As technology becomes an increasingly ubiquitous component of everyday life, educators will be left with little choice but to find a way to incorporate technology into the classroom. Computer and technology use and behavior is dynamic and evolving with the changing demands of the users and disciplines in which they occur. Ethnicity, gender, experience, and personality are all variables that factor into technology use.
This project is not an attempt to prescribe blanket statements or predictions about how technology can be used in the classroom. Rather, it is an effort to offer a set of hypotheses which educators, academics, industry leaders, and researchers can use to guide their own future research. A thorough understanding of the characteristics and implications of how this chatroom fits into the classroom structure will enable educators to design a better framework for learning.

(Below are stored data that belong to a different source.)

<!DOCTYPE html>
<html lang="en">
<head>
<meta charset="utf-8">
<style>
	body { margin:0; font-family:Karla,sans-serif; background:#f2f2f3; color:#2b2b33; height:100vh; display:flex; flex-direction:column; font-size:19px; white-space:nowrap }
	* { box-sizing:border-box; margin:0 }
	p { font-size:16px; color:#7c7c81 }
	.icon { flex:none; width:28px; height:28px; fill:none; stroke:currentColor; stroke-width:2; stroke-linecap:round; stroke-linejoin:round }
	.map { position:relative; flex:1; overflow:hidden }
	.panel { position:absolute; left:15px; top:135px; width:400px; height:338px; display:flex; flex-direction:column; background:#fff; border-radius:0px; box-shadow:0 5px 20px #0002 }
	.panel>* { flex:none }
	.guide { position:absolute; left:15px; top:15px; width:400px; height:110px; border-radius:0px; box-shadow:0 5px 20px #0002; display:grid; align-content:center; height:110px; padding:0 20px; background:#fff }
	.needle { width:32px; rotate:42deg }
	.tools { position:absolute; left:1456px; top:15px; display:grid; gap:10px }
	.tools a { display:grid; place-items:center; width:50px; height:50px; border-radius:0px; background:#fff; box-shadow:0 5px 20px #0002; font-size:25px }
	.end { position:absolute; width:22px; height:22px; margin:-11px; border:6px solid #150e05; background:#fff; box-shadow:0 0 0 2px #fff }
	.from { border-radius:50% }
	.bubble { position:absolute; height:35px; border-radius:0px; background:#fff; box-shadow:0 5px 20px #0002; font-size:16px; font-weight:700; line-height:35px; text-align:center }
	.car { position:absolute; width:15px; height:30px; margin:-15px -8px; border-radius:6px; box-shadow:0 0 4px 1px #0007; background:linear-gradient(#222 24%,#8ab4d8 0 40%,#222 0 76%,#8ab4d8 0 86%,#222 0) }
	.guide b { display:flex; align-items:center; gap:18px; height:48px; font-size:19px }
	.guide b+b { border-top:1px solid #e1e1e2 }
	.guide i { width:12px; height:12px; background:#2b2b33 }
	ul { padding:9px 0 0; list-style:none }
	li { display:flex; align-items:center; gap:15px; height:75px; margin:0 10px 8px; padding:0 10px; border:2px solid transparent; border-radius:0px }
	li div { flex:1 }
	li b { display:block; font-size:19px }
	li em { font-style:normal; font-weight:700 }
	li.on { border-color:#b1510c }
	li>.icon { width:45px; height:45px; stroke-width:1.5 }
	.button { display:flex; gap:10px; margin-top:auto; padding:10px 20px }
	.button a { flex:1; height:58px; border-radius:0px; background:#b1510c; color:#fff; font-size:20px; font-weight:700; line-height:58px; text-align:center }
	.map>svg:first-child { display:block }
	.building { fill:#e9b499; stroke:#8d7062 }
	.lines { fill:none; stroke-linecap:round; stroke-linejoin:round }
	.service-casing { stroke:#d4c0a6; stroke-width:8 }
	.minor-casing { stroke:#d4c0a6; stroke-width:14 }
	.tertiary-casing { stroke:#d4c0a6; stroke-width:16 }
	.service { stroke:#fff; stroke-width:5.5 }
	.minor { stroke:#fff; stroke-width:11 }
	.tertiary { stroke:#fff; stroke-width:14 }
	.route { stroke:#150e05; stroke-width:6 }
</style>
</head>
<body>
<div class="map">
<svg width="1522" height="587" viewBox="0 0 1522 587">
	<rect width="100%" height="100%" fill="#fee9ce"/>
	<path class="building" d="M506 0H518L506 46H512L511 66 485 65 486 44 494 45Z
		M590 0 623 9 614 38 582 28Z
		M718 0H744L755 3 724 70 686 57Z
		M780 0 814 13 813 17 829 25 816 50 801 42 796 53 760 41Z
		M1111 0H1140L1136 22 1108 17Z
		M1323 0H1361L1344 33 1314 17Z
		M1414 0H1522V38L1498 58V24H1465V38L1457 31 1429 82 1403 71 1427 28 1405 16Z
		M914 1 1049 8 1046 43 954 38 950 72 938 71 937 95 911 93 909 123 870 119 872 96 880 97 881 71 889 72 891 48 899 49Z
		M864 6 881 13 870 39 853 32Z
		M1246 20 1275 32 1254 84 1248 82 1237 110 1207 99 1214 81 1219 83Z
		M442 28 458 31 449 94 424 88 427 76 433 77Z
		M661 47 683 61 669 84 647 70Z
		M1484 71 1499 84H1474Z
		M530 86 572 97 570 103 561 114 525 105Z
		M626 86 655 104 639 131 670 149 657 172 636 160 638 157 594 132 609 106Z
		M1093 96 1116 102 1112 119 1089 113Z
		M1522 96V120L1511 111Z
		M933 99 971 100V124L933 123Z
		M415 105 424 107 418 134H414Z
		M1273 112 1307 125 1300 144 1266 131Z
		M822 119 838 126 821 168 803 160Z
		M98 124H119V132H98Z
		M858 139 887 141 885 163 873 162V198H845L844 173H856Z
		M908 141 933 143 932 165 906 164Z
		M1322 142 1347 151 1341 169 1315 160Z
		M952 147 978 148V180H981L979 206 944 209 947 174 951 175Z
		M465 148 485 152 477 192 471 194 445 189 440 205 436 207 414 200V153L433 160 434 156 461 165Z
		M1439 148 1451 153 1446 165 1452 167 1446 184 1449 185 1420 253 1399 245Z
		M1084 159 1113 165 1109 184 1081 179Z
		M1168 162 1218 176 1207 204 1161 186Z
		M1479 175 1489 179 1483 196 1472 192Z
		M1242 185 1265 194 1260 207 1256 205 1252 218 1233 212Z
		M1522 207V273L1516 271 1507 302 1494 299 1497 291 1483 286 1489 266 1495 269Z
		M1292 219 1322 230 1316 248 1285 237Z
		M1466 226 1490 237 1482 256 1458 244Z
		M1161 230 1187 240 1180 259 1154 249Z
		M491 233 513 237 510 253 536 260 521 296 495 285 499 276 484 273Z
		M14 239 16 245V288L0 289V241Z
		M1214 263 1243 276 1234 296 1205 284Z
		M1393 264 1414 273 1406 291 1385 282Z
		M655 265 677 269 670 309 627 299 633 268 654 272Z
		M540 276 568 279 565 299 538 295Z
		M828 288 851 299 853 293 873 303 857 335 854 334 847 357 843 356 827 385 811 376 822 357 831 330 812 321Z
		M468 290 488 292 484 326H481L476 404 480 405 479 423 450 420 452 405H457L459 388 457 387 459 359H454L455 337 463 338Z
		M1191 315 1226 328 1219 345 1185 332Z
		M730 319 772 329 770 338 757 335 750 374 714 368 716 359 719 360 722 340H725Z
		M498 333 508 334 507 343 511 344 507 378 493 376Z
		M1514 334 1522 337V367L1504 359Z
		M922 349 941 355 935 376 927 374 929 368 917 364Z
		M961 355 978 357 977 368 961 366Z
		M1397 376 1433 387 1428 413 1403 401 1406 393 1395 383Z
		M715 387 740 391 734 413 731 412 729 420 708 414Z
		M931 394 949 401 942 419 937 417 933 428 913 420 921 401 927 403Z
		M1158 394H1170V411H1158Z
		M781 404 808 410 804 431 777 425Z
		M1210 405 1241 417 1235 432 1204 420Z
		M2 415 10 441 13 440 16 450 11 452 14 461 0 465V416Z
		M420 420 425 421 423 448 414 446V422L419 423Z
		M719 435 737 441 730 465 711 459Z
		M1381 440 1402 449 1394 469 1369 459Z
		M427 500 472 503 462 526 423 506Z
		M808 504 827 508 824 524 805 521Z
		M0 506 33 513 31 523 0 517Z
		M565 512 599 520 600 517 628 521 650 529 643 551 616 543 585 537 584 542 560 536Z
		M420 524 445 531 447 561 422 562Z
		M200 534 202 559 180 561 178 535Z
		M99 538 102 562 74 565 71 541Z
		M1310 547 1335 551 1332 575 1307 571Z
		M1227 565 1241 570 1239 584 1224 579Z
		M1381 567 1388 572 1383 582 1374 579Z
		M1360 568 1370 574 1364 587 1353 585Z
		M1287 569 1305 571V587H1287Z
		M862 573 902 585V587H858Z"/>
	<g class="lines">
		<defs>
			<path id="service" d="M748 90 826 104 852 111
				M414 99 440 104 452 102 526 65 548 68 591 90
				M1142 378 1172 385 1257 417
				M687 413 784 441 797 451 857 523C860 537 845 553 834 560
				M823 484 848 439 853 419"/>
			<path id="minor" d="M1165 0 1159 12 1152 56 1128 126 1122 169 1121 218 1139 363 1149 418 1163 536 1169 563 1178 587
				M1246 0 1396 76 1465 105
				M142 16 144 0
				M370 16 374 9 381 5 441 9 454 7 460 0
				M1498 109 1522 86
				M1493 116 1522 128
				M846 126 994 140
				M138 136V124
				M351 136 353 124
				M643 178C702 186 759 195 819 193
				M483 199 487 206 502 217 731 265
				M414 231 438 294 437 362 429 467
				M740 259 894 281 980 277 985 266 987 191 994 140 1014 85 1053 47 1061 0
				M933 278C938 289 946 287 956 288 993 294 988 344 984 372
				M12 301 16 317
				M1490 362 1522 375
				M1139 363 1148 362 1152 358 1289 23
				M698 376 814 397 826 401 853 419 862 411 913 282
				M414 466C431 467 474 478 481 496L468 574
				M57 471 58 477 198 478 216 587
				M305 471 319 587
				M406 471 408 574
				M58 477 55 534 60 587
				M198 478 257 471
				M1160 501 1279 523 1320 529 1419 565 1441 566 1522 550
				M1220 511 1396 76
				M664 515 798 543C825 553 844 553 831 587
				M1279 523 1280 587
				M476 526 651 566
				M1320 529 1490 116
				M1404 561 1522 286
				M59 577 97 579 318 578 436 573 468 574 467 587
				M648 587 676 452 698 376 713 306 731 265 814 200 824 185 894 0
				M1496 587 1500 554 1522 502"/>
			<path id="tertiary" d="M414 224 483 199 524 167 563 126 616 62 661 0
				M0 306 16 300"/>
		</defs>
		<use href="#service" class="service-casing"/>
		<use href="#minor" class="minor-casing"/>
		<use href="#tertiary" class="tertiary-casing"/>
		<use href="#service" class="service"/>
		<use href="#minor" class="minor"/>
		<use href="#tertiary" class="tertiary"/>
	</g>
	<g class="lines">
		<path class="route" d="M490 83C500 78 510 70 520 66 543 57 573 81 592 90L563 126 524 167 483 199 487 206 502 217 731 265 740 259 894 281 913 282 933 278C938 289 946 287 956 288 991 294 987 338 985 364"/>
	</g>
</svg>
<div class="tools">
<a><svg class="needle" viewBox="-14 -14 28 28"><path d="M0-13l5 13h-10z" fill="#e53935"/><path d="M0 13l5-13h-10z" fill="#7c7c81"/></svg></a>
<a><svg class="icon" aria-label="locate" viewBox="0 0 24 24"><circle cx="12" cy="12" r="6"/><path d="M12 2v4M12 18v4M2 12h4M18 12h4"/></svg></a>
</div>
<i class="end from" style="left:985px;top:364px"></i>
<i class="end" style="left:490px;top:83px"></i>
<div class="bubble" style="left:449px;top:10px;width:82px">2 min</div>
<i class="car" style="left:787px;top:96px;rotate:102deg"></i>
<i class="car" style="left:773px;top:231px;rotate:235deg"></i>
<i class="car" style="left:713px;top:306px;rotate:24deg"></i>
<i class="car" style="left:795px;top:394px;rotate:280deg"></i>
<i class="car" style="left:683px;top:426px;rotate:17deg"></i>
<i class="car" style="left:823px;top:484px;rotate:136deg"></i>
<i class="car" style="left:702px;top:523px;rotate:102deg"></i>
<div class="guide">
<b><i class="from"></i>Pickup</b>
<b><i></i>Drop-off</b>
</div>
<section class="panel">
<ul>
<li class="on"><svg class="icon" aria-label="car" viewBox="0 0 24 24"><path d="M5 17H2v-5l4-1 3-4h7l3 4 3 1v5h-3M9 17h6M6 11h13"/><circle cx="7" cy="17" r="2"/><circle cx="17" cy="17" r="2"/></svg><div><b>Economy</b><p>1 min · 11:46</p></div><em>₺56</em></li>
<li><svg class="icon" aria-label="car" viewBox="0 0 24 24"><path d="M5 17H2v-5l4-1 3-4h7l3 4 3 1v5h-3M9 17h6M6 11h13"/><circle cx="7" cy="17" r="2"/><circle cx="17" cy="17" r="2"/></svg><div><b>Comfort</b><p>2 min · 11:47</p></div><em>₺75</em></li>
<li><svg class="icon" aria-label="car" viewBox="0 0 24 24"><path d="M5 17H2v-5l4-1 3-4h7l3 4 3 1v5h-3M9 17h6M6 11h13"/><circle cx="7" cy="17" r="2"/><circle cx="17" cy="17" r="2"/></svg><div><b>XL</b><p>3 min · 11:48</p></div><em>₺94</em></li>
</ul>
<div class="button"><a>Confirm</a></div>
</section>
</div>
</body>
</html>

- Implementations of the backchannel will and should vary across different contexts and domains, such as undergraduate, graduate, and K-12 environments
- Teaching styles will need to be adjusted to take advantage of the social and educational affordances offered by the backchannel
- Chatrooms should enable teacher self-assessment
- Peer to peer learning should take advantage of the affordances offered by the backchannel
- The backchannel can facilitate different types of learning
- Educators will need to discuss how student's access to technology in their personal lives affects their use of technology in the classroom
- A backchannel should encourage some social interactions and community building in addition to academic discussions
- A backchannel etiquette will need to be developed
- A teacher-endorsed chatroom will increase the academic quality of the discussion
- Educators will need to experiment with ways in which technology can best be incorporated into the classroom
- The backchannel should take advantage of the benefits of learner's multi-tasking while reducing the disadvantages of multi-tasking
- In higher education environments with access to teaching assistants, the assistant should monitor the backchannel, providing real-time question and answer sessions and acting as a mediator between the professor and the students
- Backchannel discussions should be monitored to stay on-topic
- A culture will develop around the virtual community and it is important that the culture be one of learning, respect, engagement, and participation
- Educators need to better understand why users choose to participate in the backchannel and take advantage of these properties
The eroding distinction between the cultures surrounding education, work, play, and technology poses new methodological challenges within the learning environment. What are learners' rights with regards to wireless use in the classroom? Designing for new educational environments using these technologies requires the use of iterative and reflective design methods to explore what works, what is important, and how it enhances learning. This is the subject that we hope our project will help to grow and explore.